─── Data provided
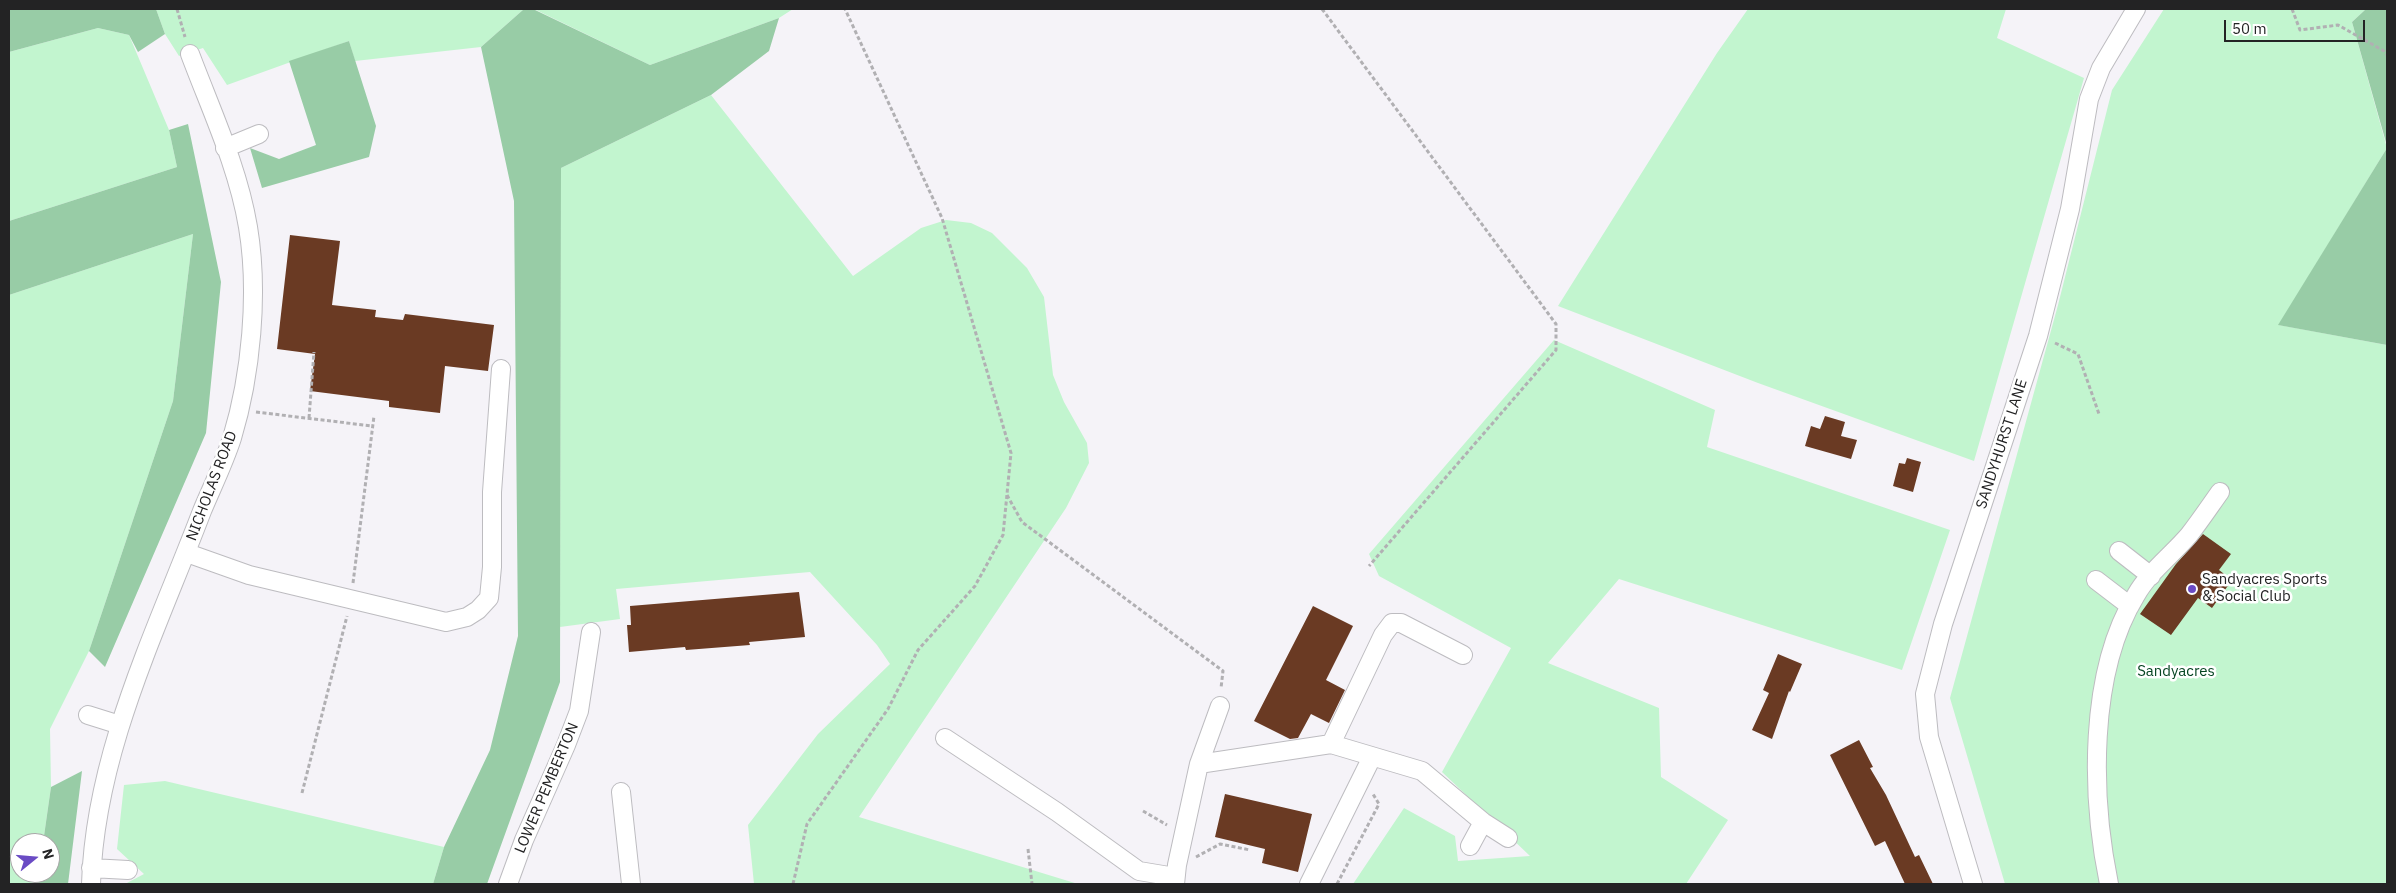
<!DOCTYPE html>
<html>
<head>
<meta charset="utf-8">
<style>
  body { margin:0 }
  #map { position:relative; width:2396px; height:893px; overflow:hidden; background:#f5f3f8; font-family:"IBM Plex Sans",sans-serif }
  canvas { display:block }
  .frame { position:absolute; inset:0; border:10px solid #232324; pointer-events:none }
  .north { position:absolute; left:10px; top:833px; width:50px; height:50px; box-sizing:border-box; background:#fff; border:1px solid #a7a7a7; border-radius:50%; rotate:73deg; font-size:14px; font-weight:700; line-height:20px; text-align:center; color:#232324 }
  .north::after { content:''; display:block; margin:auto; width:18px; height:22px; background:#6a4bc4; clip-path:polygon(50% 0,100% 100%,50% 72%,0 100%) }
  .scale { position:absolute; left:2224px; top:20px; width:141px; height:22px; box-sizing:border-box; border:2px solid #232324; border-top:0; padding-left:6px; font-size:15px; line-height:18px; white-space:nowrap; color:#232324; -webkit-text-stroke:4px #fff; paint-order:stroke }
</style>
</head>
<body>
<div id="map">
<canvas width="2396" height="893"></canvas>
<div class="frame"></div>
<div class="north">N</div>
<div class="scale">50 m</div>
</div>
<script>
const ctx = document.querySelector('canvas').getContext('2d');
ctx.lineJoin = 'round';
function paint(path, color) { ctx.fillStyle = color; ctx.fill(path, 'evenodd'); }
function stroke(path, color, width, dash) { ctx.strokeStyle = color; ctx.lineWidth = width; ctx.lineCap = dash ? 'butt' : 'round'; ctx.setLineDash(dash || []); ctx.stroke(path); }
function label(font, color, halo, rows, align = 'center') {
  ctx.font = font + ' "IBM Plex Sans",sans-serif'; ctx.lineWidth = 5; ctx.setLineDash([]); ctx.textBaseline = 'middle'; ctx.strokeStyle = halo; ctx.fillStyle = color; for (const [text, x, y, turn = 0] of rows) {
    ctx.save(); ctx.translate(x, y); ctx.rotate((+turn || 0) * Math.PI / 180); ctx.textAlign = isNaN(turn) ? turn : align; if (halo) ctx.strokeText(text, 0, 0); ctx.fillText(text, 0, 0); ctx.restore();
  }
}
paint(new Path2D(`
  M156 9H524L481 47 355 61 349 41 227 85 203 48 179 56 165 34Z
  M534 9H793L779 18 650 65Z
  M1748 9H2006L1997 38 2084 78 1974 461 1758 383 1558 306 1717 53Z
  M2164 9H2366L2352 22 2387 148 2279 325 2387 345V884H2005L1950 698 2058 305 2112 90Z
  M98 28 129 35 169 130 177 167 9 221V52Z
  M711 95 853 276 921 228 946 220 971 223 992 233 1027 268 1044 297 1053 375 1064 402 1087 443 1089 463 1066 508 859 817 1078 884H754L748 825 818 734 890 664 877 645 810 572 616 589 620 619 560 627 561 168Z
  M193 234 173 401 89 651 50 729 51 787 43 843H20V873H38L37 884H9V295Z
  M1554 340 1715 410 1707 447 1950 530 1902 670 1619 579 1548 663 1659 708 1661 777 1728 820 1686 884H1353L1404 808 1455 836 1458 861 1530 856 1442 772 1511 648 1379 576 1369 554Z
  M165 781 444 847 433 884H125L144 874 117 849 124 785Z`), '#c2f5cf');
paint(new Path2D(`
  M9 9H156L165 34 138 52 129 35 98 28 9 52Z
  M524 9H533L650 65 779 18 769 51 711 95 561 168 560 682 487 884H433L444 847 490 750 518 636 514 201 481 47Z
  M2366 9H2387V146L2352 22Z
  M349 41 376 126 369 157 262 188 250 148 279 159 316 145 289 61Z
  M188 124 221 282 206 433 105 667 89 651 173 401 193 234 9 295V221L177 167 169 130Z
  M2387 148V345L2278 325Z
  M82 771 68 884H37L38 873H50V843H43L51 787Z`), '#98cca6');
paint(new Path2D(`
  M290 235 340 241 332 305 376 310 375 317 403 320 405 314 494 325 488 371 445 366 440 413 389 407V401L310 391 315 354 277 349Z
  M1825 416 1845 422 1841 436 1857 440 1851 459 1805 446 1811 426 1820 429Z
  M1907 458 1921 462 1913 492 1893 486 1899 463 1905 464Z
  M2203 534 2231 554 2219 570 2232 580 2212 608 2198 598 2171 635 2140 614 2176 564Z
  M799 592 805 637 749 642 750 645 686 650 685 647 629 652 627 625H631L630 606Z
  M1313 606 1353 626 1326 680 1345 690 1329 723 1311 714 1298 738 1290 739 1254 721Z
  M1778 654 1802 664 1790 692 1789 691 1772 739 1752 730 1769 693 1763 690Z
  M1859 740 1873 767 1870 768 1886 795 1915 857 1919 855 1933 884H1905L1885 841 1875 846 1830 755Z
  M1225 794 1312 814 1298 872 1262 863 1265 849 1215 837Z`), '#6a3a23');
const minor = new Path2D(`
  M225 148 259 134
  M2119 551 2151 576
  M187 553 249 575 446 622 467 617 478 610 489 598 492 567V492L501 369
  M2096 580 2130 606
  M88 715 120 725
  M945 738 1057 812 1139 871 1175 877
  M1331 744 1383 635 1392 623H1401L1463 655
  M1199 764 1331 744 1422 771 1483 822 1508 838
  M621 792 631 884
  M1470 846 1483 822
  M91 868 128 870
  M91 884C95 753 156 632 202 511 212 487 224 463 232 438 251 375 259 293 248 227 238 167 211 110 190 54
  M508 884 524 840 566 745 579 711 591 632
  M1175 884 1177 865 1199 764 1220 706
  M1309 884 1372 757
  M1973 884 1929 737 1925 694 1943 624 2038 336 2070 209 2089 99 2101 68 2136 9
  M2109 884C2091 797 2088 673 2136 595 2149 572 2172 555 2189 535 2200 521 2210 506 2220 492`);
stroke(minor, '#bdbcc0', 20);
stroke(new Path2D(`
  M177 9 185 37
  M1322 9 1556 324V350L1369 566
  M2292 9 2300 30 2338 25 2384 51 2387 55
  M2055 343 2078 354 2099 414
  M256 412 372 426
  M309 418 314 352
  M1007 495 1022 522 1223 671 1221 688
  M353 583 374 416
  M302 793 347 616
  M1143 811 1167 825
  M1028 849 1032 884
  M1196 857 1220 844 1250 850
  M793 884 807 824 888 709 918 650 975 586 1003 535 1011 453 942 218 845 9
  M1337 884 1379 804 1373 794`), '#b1b0b3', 3, [4, 2.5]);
stroke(minor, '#fff', 18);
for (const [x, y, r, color] of [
  [2192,589,5,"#6a4bc4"]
]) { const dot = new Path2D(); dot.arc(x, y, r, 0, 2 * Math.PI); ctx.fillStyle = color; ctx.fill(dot); stroke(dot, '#fff', 2); }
label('15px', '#232324', '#fff', [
  ["SANDYHURST LANE",2002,444,-72],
  ["NICHOLAS ROAD",212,486,-69],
  ["LOWER PEMBERTON",547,788,-67]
]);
label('15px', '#232324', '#fff', [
  ["Sandyacres Sports",2202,580],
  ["& Social Club",2202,597]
], 'left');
label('15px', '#054421', '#fff', [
  ["Sandyacres",2176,672]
]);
</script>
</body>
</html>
──────
### What is required
The word "strokeStyle" appears in some lines of the data. Copy every one of those lines.

### Written answer
function stroke(path, color, width, dash) { ctx.strokeStyle = color; ctx.lineWidth = width; ctx.lineCap = dash ? 'butt' : 'round'; ctx.setLineDash(dash || []); ctx.stroke(path); }
  ctx.font = font + ' "IBM Plex Sans",sans-serif'; ctx.lineWidth = 5; ctx.setLineDash([]); ctx.textBaseline = 'middle'; ctx.strokeStyle = halo; ctx.fillStyle = color; for (const [text, x, y, turn = 0] of rows) {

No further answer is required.